1. Calculating the likliehood of an event

Hi,

I'm trying to calculate the likliehood that a website post will be 'useful' to people.

For example:
Website post 1 is voted to be useful by 8 people and 'not useful' by 2 people.
Website post 2 is voted to be useful by 800 people and 'not useful' by 200 people.

So on the face of it both posts are 80% likely to be useful to the next website viewer. However, because post 2 has been voted on by far more people I think it is more likely to be useful because it is less likely to have been a 'fluke' result.

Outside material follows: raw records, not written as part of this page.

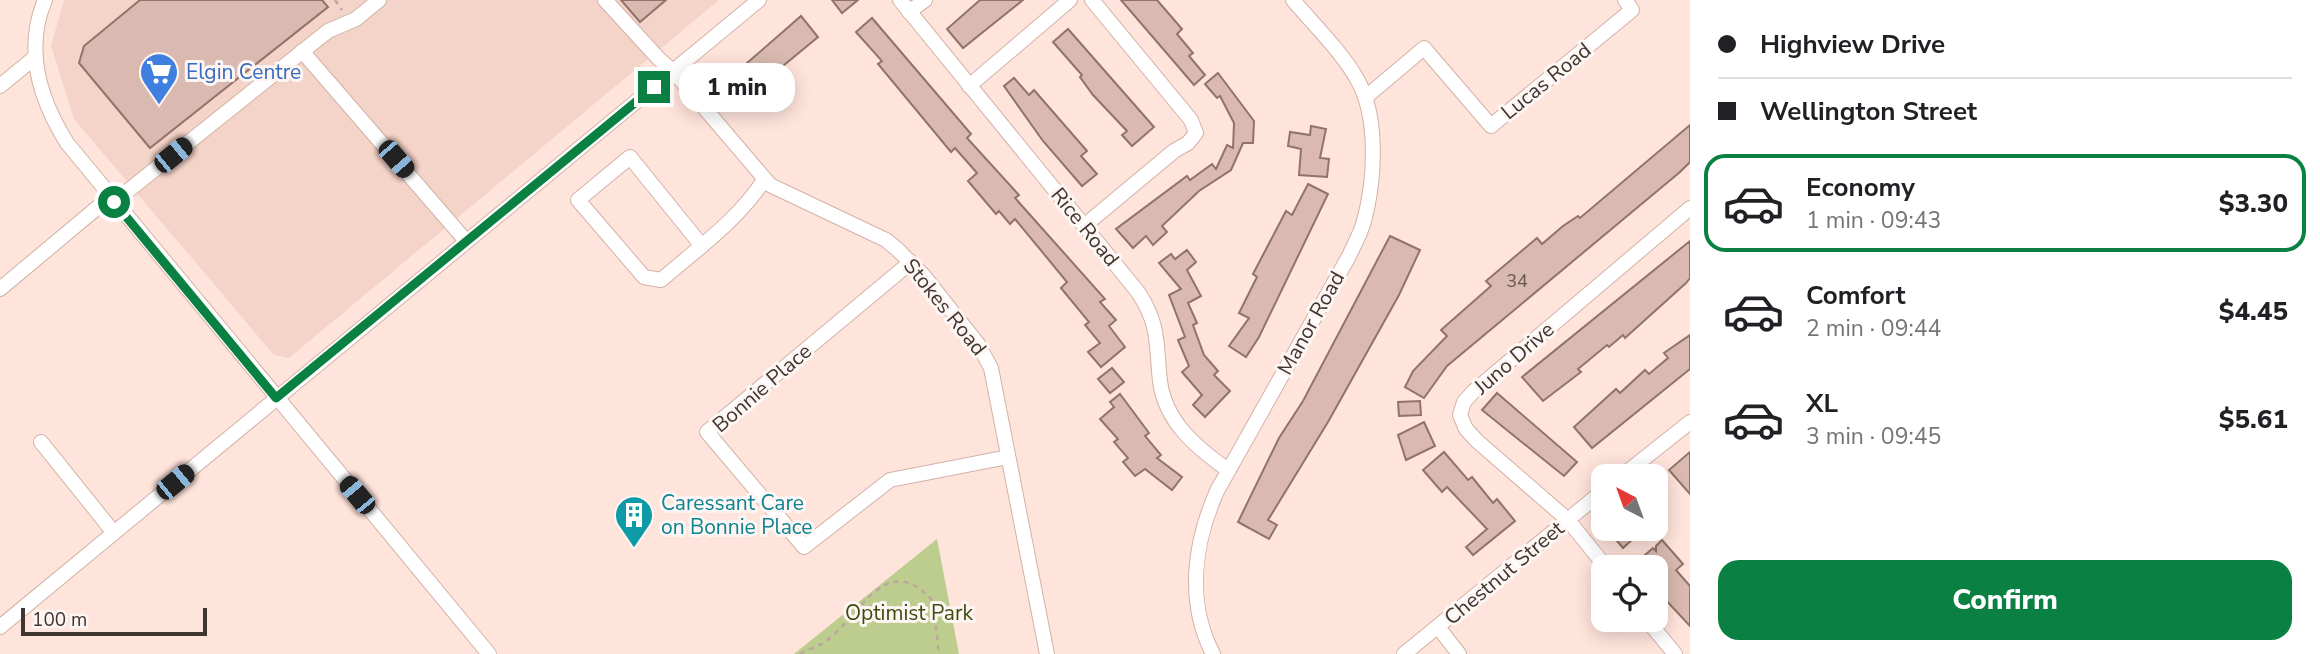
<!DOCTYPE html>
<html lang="en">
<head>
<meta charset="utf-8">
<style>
  :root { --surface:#fff; --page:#f2f2f2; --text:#202124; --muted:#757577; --line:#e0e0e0; --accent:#0b8043 }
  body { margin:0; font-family:"Nunito Sans",sans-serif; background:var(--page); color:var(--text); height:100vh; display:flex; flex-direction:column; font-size:26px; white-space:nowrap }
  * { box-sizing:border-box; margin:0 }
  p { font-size:23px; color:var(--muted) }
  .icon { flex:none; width:38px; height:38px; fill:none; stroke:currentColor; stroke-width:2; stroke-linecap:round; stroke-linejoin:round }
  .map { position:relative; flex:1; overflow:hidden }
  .drawer { display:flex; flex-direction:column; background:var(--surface); width:630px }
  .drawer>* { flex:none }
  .top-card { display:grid; align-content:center; height:154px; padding:0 28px; background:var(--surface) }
  .needle { width:46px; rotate:319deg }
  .fabs { position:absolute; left:1591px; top:464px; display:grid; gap:14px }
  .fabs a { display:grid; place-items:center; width:77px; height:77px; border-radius:14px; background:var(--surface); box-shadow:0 4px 18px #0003; font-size:35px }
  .scale { position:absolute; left:21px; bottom:18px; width:186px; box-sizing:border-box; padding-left:7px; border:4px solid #413530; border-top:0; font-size:19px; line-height:24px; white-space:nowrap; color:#413530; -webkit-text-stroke:5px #fdf6f4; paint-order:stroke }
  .end { position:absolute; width:32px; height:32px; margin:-16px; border:9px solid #0b8043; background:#fff; box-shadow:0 0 0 4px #fff }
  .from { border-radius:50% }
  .bubble { position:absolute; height:49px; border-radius:21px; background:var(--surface); box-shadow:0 4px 18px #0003; font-size:23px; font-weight:800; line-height:49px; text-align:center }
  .car { position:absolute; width:21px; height:42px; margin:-21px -10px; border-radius:9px; box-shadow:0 0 5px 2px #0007; background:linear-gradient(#222 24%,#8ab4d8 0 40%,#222 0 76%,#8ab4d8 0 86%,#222 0) }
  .top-card b { display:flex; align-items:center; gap:24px; height:66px; font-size:26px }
  .top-card b+b { border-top:2px solid var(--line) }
  .top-card i { width:18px; height:18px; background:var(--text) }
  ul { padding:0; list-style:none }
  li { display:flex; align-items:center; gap:21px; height:98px; margin:0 14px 10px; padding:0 14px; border:4px solid transparent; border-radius:21px }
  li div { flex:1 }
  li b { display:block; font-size:26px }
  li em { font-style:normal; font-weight:800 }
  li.active { border-color:var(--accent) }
  li>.icon { width:63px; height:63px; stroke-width:1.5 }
  .action { display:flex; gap:14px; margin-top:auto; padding:14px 28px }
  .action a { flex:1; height:80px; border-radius:21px; background:var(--accent); color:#fff; font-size:28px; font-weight:800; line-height:80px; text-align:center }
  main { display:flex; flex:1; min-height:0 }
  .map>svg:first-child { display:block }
  .built { fill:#f4d3c8 }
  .green { fill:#bccd8e }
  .building { fill:#dabab0; stroke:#91736a; stroke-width:2 }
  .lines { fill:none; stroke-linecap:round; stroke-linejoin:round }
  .minor-casing { stroke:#d2b2a7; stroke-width:16 }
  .path { stroke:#bca69f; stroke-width:2.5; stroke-dasharray:5 5; stroke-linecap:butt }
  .minor { stroke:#fff; stroke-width:14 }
  .route { stroke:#0b8043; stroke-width:9 }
  .labels { text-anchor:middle; stroke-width:6; stroke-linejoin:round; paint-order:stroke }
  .number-label { font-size:18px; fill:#675650 }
  .shop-label { font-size:21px; fill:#366cbe; stroke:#fdf6f4; text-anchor:start }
  .street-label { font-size:21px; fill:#413530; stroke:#fdf6f4 }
  .culture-label { font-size:21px; fill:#0d838f; stroke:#fdf6f4; text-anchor:start }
  .park-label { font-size:21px; fill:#3e4b0e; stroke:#fdf6f4 }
</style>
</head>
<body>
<main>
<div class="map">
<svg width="1690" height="654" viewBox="0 0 1690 654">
  <rect width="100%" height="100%" fill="#ffe4db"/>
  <polygon class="built" points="64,0 719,0 289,358 274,355 74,119 51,46"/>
  <polygon class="green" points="937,539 959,654 794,654"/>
  <g class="building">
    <polygon points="140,0 322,0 328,7 150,148 79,63 84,46"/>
    <polygon points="621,0 666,0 640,22"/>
    <polygon points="832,0 858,0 842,13"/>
    <polygon points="980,0 1023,0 963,48 947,29"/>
    <polygon points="1121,0 1157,0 1182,29 1177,34 1193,53 1189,56 1205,75 1194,85"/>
    <polygon points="801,16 818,37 738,103 723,84"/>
    <polygon points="872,18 971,134 967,138 1019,195 1015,198 1105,299 1100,302 1116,320 1109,326 1125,347 1101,367 1088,352 1100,343 1085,325 1089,322 1061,288 1067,282 1015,219 1010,224 999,211 996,214 968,181 977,173 955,148 951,152 878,64 882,61 856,32"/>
    <polygon points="1068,29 1154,127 1132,146 1122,135 1127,131 1093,95 1080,77 1082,75 1053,42"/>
    <polygon points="1218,73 1254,121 1253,143 1243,143 1231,170 1199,191 1162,226 1167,232 1153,245 1146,236 1133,248 1116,229 1187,176 1190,180 1212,164 1216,169 1227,145 1233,148 1234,123 1220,96 1217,98 1205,84"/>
    <polygon points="1014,78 1029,95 1034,90 1087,151 1081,156 1097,174 1082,186 1043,141 1004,86"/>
    <polygon points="1690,125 1690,162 1680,172 1447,366 1424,398 1405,387 1413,371 1447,336 1441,330 1491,286 1486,281 1537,238 1542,244 1563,226 1578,216 1580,218"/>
    <polygon points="1311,126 1326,129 1320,158 1329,159 1327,177 1299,175 1301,149 1288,146 1290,132 1310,135"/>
    <polygon points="1308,184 1328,194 1259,337 1246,357 1229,346 1249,318 1239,313 1257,277 1253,274 1286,211 1292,215"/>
    <polygon points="1390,236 1420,250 1399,295 1328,422 1268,520 1277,525 1269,539 1238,522 1279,438 1303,401"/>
    <polygon points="1690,241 1690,278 1686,283 1625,338 1623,335 1609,347 1607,345 1578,369 1581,372 1543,401 1522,377"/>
    <polygon points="1187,250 1196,262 1187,270 1201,296 1188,303 1197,323 1193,325 1204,355 1218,371 1214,375 1230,391 1205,417 1193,405 1202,395 1182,372 1189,366 1178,340 1185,337 1169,295 1181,289 1159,263 1171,254 1175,259"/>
    <polygon points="1690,335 1690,369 1592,448 1574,427 1616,389 1620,393 1645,370 1649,374 1668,358 1664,353"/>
    <polygon points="1112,368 1124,382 1110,393 1098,379"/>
    <polygon points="1497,393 1577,462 1564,476 1482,410"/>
    <polygon points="1120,394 1149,433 1145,436 1161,455 1157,458 1182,477 1172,490 1145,469 1135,476 1123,462 1128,458 1114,442 1118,439 1100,419 1114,407 1110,402"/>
    <polygon points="1420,401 1421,415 1399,416 1398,402"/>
    <polygon points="1424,422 1435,446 1406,460 1398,435"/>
    <polygon points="1444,452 1468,480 1472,477 1493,503 1497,499 1515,521 1473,555 1466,547 1487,529 1447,487 1442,492 1423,470"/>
    <polygon points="1690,452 1690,494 1669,470"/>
    <polygon points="1656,496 1667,509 1656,519"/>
    <polygon points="1606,528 1645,528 1623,548"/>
    <polygon points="1662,540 1683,564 1676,570 1690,586 1690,626 1661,595 1664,593 1656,584 1656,567 1631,567 1653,548 1656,551 1656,546"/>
  </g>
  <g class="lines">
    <defs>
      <g id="minor">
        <path d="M45 0C24 50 40 100 67 143L489 654"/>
        <polyline points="605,0 659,59 673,71 770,185 886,240 898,250 924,276 978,344 991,368 1047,654"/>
        <path d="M900 0 1138 292C1160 325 1156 345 1160 381 1165 422 1197 448 1228 470"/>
        <polyline points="909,12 925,0"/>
        <polyline points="302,51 466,241"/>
        <polyline points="0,86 34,58"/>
        <polyline points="969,86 1070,0"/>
        <polyline points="1366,97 1424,48 1491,126 1632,10 1625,0"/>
        <polyline points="114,202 328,31 356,19 379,0"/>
        <polyline points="1084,226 1174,151 1188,143 1196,133 1191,120 1092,0"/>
        <path d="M702 246 630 157 578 200 644 277 661 280C697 249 738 220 764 180"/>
        <polyline points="911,262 707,432 804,547 890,480 1008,457"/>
        <polyline points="0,289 110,197"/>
        <polyline points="41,442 114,533"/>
        <polyline points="1622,476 1690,422"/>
        <polyline points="1606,567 1568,520 1477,441 1466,429 1460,415 1464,402 1473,392 1690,208"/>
        <polyline points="1647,620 1675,654"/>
        <polyline points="0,627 759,0"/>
        <polyline points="1438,627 1459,654"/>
        <path d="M1213 654C1186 601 1194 543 1217 491L1349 256C1354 245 1361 233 1364 221 1375 180 1379 117 1357 79 1341 51 1314 25 1293 0"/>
        <polyline points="1404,654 1603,491"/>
      </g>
    </defs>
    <use href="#minor" class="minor-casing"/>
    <g class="path">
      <polyline points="335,0 342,10"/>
      <path d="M800 654C810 648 822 646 830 638 864 609 888 551 933 601L939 654"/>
    </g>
    <use href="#minor" class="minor"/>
  </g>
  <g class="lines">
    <polyline class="route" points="114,202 276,398 654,87"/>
  </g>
  <defs>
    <symbol id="supermarket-pin" viewBox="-11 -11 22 30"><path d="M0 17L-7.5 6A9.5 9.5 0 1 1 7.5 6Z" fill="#3f7fe0" stroke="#fdf6f4"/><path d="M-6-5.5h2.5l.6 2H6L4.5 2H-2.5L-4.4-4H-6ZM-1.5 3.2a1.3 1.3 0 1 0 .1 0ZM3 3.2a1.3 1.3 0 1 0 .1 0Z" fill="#fff"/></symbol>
    <symbol id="building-pin" viewBox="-11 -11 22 30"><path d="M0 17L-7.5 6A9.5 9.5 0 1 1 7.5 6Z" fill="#0f9aa8" stroke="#fdf6f4"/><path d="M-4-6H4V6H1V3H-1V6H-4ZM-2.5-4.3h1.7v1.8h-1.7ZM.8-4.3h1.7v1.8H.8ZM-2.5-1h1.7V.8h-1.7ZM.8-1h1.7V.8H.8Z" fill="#fff"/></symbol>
  </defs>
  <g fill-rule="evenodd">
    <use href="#supermarket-pin" x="137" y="50" width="44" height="60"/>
    <use href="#building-pin" x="612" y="493" width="44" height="60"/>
  </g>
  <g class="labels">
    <g class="number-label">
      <text x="1517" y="287">34</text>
    </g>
    <g class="shop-label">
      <text x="186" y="79">Elgin Centre</text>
    </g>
    <g class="street-label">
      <text transform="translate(1546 81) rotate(-39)" y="7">Lucas Road</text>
      <text transform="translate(1085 227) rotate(51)" y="7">Rice Road</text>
      <text transform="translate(945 307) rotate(51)" y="7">Stokes Road</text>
      <text transform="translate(1311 323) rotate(-61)" y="7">Manor Road</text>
      <text transform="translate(1514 358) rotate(-41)" y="7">Juno Drive</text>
      <text transform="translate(762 388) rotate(-41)" y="7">Bonnie Place</text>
      <text transform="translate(1504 573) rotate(-40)" y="7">Chestnut Street</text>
    </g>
    <g class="culture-label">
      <text x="661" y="510">Caressant Care<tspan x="661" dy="24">on Bonnie Place</tspan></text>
    </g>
    <g class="park-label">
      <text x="909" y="620">Optimist Park</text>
    </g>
  </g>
</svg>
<div class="fabs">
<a><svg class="needle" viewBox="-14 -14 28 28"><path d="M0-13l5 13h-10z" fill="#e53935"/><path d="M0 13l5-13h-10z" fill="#757577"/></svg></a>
<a><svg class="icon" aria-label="locate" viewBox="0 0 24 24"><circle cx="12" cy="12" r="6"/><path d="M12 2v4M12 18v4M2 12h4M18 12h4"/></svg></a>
</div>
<div class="scale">100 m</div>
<i class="end from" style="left:114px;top:202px"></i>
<i class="end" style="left:654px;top:87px"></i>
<div class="bubble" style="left:679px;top:63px;width:116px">1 min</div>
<i class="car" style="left:173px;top:155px;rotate:51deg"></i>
<i class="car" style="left:396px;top:159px;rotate:139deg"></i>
<i class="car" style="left:175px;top:482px;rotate:51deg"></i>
<i class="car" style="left:357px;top:495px;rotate:320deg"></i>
</div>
<section class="drawer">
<div class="top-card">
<b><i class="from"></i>Highview Drive</b>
<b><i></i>Wellington Street</b>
</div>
<ul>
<li class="active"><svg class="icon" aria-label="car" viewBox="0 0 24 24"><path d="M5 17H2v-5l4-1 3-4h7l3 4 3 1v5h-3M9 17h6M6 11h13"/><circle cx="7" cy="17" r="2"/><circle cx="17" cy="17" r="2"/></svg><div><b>Economy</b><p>1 min · 09:43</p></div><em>$3.30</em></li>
<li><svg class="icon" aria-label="car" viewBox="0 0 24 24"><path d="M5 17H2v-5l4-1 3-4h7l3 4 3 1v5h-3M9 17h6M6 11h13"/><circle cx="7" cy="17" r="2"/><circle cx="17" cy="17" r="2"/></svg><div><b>Comfort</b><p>2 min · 09:44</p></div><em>$4.45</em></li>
<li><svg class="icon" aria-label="car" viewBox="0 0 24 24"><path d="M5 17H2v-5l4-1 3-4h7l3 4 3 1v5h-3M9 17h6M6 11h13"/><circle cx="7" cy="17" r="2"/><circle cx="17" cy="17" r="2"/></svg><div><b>XL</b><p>3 min · 09:45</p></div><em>$5.61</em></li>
</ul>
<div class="action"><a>Confirm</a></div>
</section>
</main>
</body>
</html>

My question is how do I quantify how likley each post is to be be useful for the next website viewer, whilst taking into account the sample size of the votes???

Stu

2. Re: Calculating the likliehood of an event

An experiment that has two possible outcomes has what is known as a binomial distribution. Suppose the probability of a particular web site being scored 'useful' is 0.8 and the probability that it is 'not useful' is 0.2. If you ask N people what they think the average result will be 80% useful and 20% not useful. But few (if any) of your surveys would get that exact result, as there is varaibility in each trial (much like flipping a fair coin 100 times is highly unlikely to result in exactly 50 heads and 50 tails). The measure of this variability is the standard deviation of the survey results, and it can be shown that for a binomial distribution the standard deviation is sqrt(npq), where 'n' = number of participants, p = probability that any one participant answers "useful," and q = probability that any participant answers "not useful." Note that q = 1-p. The significance of the standard deviation is that it can be shown that you can expect about 68% of all survey results to land within one standard devaition(one "sigma") of the mean.

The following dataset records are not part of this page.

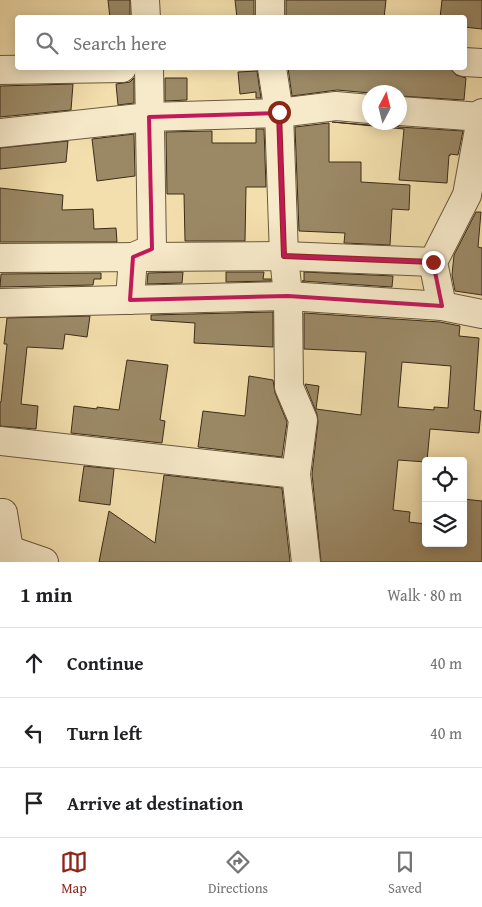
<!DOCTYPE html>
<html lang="en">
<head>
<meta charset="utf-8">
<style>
  :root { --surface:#fff; --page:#f6f6f6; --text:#202124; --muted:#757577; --line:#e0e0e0; --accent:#8f2418 }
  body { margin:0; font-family:"Gentium Book Plus",serif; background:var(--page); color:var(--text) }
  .controls { position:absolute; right:15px; bottom:15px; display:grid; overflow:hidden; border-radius:5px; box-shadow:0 2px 12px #0003 }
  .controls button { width:45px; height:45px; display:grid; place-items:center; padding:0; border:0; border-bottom:1px solid var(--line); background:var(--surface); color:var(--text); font:25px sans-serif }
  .compass { position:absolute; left:362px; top:85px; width:45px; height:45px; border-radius:50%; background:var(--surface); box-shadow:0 2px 12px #0003; rotate:7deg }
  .stop { position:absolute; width:15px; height:15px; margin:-11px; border:4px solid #8f2418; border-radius:50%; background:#fff }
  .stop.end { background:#8f2418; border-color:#fff; box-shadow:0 1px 5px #0008 }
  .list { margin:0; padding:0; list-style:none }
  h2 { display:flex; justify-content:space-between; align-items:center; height:65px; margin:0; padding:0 20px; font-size:21px }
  h2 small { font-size:16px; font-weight:400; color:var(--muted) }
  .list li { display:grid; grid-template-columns:32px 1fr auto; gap:15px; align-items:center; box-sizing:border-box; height:70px; padding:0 20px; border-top:1px solid var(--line) }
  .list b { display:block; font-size:19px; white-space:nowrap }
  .list em { font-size:16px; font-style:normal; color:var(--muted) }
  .icon { flex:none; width:28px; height:28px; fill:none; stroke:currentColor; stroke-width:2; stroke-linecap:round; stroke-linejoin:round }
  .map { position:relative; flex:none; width:482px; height:562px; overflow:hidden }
  .search { position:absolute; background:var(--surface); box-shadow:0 2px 12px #0003; left:15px; right:15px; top:15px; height:55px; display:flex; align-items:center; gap:12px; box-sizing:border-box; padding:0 18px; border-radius:5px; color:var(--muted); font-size:19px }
  .sheet { height:275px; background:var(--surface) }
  nav { display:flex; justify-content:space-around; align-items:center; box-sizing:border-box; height:70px; border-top:1px solid var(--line); background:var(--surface); font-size:14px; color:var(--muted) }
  nav a { display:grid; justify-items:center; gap:2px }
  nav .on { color:var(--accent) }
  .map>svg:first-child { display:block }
  .building { fill:#9b8966; stroke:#3b2c19; fill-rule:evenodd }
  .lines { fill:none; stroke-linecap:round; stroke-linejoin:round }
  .minor-casing { stroke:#69593e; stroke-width:30 }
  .minor { stroke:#f7eaca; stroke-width:28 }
  .route { stroke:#8f2418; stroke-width:6 }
  .marked { fill:none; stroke:#c2185b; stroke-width:4; stroke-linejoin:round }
</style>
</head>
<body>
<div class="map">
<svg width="482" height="562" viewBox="0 0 482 562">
  <rect width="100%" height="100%" fill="#f3dfad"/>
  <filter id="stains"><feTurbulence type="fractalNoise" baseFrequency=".004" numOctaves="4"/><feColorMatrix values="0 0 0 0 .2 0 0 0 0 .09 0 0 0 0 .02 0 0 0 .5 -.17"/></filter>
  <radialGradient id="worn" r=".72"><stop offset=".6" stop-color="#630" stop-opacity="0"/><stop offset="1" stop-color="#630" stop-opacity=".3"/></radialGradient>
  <!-- building -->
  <g class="building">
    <polygon points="108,0 130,0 130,18 110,18"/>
    <polygon points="235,0 254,0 254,18 237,18"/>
    <polygon points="286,0 386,0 384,18 286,18"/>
    <polygon points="442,0 482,0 482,29 464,27 464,18 440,18"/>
    <polygon points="288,68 450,68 456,75 466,78 464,100 400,96 400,92 370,93 337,90 292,96"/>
    <polygon points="257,71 261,98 256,98 256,92 240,94 238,72"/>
    <polygon points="134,78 134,103 118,105 116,84 130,82"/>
    <polygon points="165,78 187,78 187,100 165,101"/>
    <polygon points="73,84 71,110 0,117 0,86"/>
    <polygon points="332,122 369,125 377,122 390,122 399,127 463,131 458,155 450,154 450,156 449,155 447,183 399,180 404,129"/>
    <polygon points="329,123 329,162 361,162 361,182 410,185 409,210 392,209 390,245 344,243 345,233 299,231 295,127"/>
    <polygon points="256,129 264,129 266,187 246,187 245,241 185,241 184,194 167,194 166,132 212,131 212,143 256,143"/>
    <polygon points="134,134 135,176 97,181 92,139"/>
    <polygon points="68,141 66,162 0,169 0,148"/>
    <polygon points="0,188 63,195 62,210 93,209 94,229 116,228 117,242 0,242"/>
    <polygon points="476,212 481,212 478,247 482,248 482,295 455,291 452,275 454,255"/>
    <polygon points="183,272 182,283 147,284 148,273"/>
    <polygon points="226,272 264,272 263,279 271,279 271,281 226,282"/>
    <polygon points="304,272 393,276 392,287 302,281 304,281"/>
    <polygon points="101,273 101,279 94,279 93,285 0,287 1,274"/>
    <polygon points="273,312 273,347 194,343 195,323 151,320 151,315"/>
    <path d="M304,313L440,322L460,326L459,336L479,338L474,410L481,411L479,433L430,429L427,461H426V462L398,460L393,510L410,512L409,522L426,524V543H463V499L482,501V562H321L312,474L318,422L317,414L305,384L319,386L316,409L361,415L366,352L304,349ZM402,362L451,366L448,408L434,407V410L398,407Z"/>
    <polygon points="90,316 87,337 65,334 63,349 27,347 21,404 38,406 36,429 0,426 0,402 1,402 7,344 4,344 7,318"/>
    <polygon points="127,360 168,365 160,420 165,421 162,443 71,433 74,406 97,409 97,407 119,410"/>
    <polygon points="249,376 273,380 275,393 287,422 282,457 198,447 203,411 245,416"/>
    <polygon points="84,466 114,469 110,505 79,501"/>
    <polygon points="164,475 282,488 290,562 99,562 109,511 155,543"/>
  </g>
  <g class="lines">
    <!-- minor casing -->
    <g class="minor-casing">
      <g id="minor">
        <polyline points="145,0 146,18"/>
        <polyline points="270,0 270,18"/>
        <polyline points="464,62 482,63"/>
        <polyline points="272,68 279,113 284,256 288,296 289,387 303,420 296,474 306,562"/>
        <polyline points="0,70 122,68"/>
        <polyline points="400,111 481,117"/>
        <polyline points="0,133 149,117 279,113 336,106 370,109"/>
        <polyline points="0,258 284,256 433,262"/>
        <polyline points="130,300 133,257 152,249 149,68"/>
        <polyline points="0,303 288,296 442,306 482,314"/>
        <polyline points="442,306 433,262 467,195 482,113"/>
        <polyline points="0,441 296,474"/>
        <polyline points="0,513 3,513 9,550 7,562"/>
        <polyline points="9,550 44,562"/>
      </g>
    </g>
    <!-- minor -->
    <use href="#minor" class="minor"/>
  </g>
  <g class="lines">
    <!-- route -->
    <polyline class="route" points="279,112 284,256 433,262"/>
  </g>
  <!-- marked area -->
  <path class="marked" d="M279,113L284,256L433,262L442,306L288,296L130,300L133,257L152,249L149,117Z"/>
  <rect width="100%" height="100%" filter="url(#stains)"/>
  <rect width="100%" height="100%" fill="url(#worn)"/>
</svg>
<div class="controls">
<button><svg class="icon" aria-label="locate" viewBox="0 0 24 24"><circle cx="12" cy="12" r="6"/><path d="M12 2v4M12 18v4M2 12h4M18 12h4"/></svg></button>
<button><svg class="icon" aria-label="layers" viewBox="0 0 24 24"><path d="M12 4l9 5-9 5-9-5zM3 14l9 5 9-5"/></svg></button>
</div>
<svg class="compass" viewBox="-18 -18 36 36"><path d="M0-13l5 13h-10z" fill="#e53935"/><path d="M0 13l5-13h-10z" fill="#757577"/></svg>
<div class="stop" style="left:279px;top:112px"></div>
<div class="stop end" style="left:433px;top:262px"></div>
<div class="search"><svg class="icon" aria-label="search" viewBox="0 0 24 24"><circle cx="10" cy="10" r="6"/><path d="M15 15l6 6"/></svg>Search here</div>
</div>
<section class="sheet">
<h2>1 min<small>Walk · 80 m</small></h2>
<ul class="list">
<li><svg class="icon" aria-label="ahead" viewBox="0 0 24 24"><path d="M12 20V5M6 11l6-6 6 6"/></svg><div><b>Continue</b></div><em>40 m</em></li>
<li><svg class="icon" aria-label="left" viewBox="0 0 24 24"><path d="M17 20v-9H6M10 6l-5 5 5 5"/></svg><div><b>Turn left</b></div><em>40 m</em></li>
<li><svg class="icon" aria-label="arrive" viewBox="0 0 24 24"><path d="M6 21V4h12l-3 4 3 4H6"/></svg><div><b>Arrive at destination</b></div></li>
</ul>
</section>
<nav>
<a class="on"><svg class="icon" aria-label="map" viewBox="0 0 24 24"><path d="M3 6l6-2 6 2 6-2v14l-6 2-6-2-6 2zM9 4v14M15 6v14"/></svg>Map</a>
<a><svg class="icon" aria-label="directions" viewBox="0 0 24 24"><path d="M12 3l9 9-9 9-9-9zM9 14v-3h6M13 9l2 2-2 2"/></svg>Directions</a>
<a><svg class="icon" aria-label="saved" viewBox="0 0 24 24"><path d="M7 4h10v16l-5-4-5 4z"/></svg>Saved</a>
</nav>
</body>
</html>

The average for this distribution is given by np. For n = 10 the average is 8, and n = 1000 the average is 800, or 80% in both cases.

The standard deviation for a binomial distribution is given by sqrt(npq). For n=10 the standard deviation is sqrt(1.6) = 1.26. This means that there's a 68% probability that the survey of 10 people will result in in 8 +/- 1.6 "useful" responses. In other words you have a 68% chance of the survey yielding between 6.4 and 9.6 "useful" responses. The width of that "1 sigma" band covers 32% of the range of possible outcomes (from 0 to 10). But for n=1000 you get std deviation = sqrt(160)= 12.6, so there's a 68 percent probability that the survey of 1000 will yield between 788.4 and 812.6 "useful" responses. The width of this band is only 25.2/1000 = 2.5% of the full range. Hence the larger the population that more likely the results are "reasonably close" to the true mean, and the more consistent your surveys will be.

3. Re: Calculating the likliehood of an event

Many thanks, that's great!

Is it possible to calculate a single value for "how likely it is that the next user will find the post useful"? or is the answer just 80% for both posts?

4. Re: Calculating the likliehood of an event

Originally Posted by stubarny
Many thanks, that's great!

Is it possible to calculate a single value for "how likely it is that the next user will find the post useful"? or is the answer just 80% for both posts?
The probability that the next person will answer "useful" is always 80% (assuming that 80% is the "true" mean for the survey). Think about it this way - if this value changed depending on how many people you ask then the participants would have to know how many other people you were going to ask, and then change their answer accordingly. You'd get an answer like this: "Well, if you're only going to ask 10 people I'll say it's not useful, but if you're going to ask 1000 my answer is it's useful."